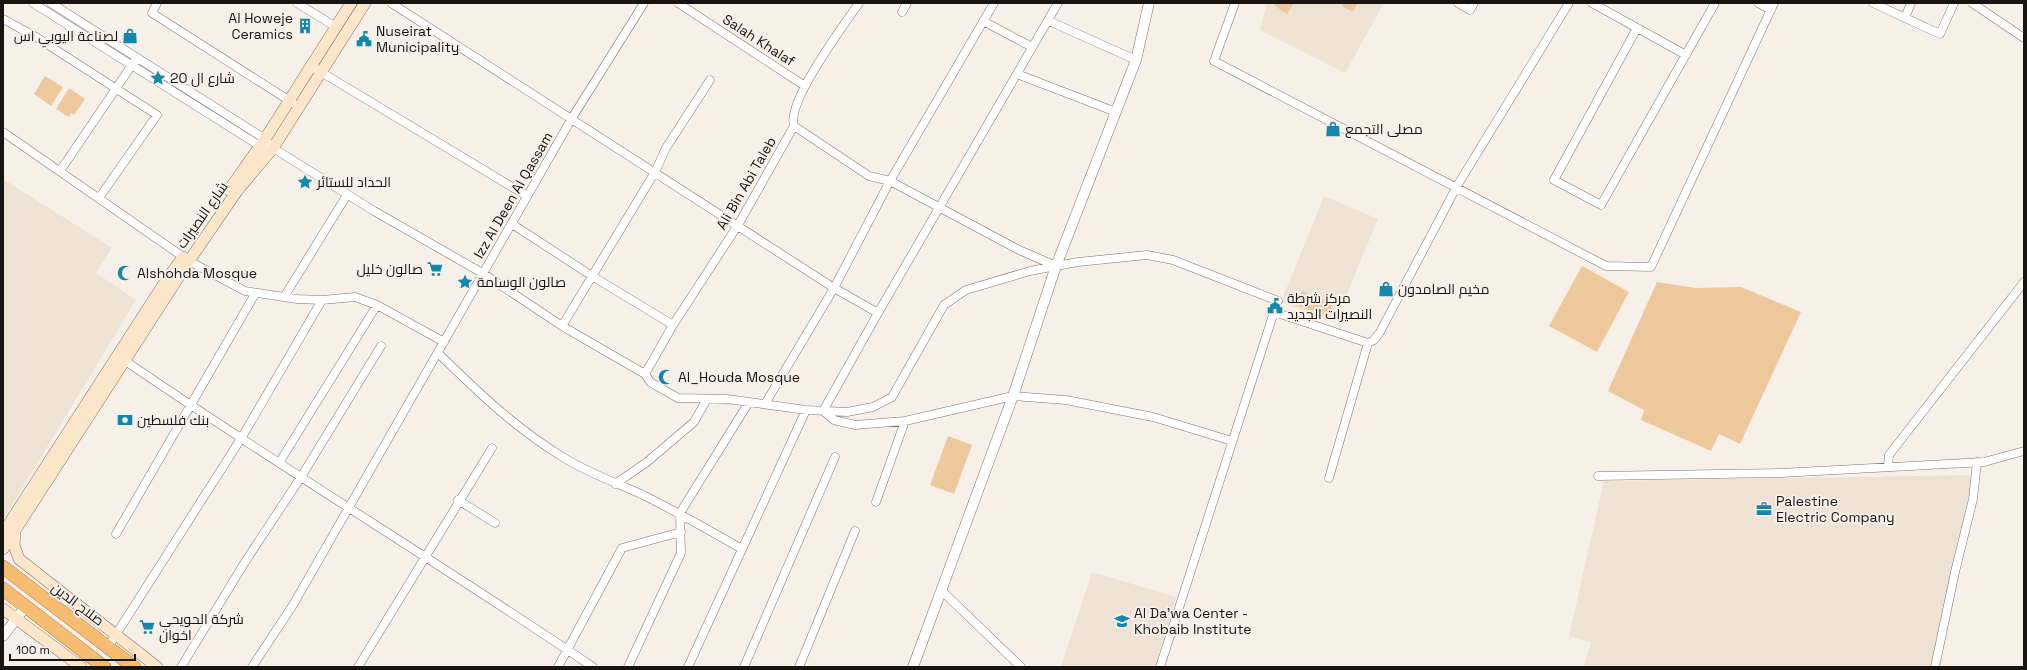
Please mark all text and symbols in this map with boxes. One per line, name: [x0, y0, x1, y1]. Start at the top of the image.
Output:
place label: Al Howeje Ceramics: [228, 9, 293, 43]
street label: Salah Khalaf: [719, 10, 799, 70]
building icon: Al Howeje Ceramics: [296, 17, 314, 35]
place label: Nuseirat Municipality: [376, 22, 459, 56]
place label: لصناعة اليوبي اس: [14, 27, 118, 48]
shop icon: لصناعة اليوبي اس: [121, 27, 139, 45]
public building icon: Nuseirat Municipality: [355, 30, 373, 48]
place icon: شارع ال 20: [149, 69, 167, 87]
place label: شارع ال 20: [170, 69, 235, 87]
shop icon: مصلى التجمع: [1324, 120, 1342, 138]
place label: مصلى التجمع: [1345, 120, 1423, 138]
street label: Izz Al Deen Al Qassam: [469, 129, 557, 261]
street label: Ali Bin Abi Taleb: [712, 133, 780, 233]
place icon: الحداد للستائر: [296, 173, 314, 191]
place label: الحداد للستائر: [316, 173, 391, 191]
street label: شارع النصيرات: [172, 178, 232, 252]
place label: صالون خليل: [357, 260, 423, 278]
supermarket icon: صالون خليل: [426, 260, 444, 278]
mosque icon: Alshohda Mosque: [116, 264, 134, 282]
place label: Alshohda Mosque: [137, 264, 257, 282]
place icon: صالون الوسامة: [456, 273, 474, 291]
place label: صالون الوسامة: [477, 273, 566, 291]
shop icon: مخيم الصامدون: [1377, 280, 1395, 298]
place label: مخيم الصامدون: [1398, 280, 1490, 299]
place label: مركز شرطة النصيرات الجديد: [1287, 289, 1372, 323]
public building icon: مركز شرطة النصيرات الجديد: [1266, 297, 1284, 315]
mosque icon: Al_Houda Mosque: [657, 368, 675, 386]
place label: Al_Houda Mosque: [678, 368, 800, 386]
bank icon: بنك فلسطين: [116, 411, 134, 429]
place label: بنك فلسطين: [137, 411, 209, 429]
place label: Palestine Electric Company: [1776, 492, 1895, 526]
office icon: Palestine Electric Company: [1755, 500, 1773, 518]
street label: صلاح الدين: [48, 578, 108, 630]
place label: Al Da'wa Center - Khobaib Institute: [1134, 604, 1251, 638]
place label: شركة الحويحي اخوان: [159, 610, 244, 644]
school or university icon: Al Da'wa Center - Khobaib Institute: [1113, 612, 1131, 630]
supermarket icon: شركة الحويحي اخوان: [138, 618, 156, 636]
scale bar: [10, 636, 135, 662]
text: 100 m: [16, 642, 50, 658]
────
### ASSIGNED TASK
Report only the number of lines in the listing that contain the word "Institute".

### YOUR RESPONSE
2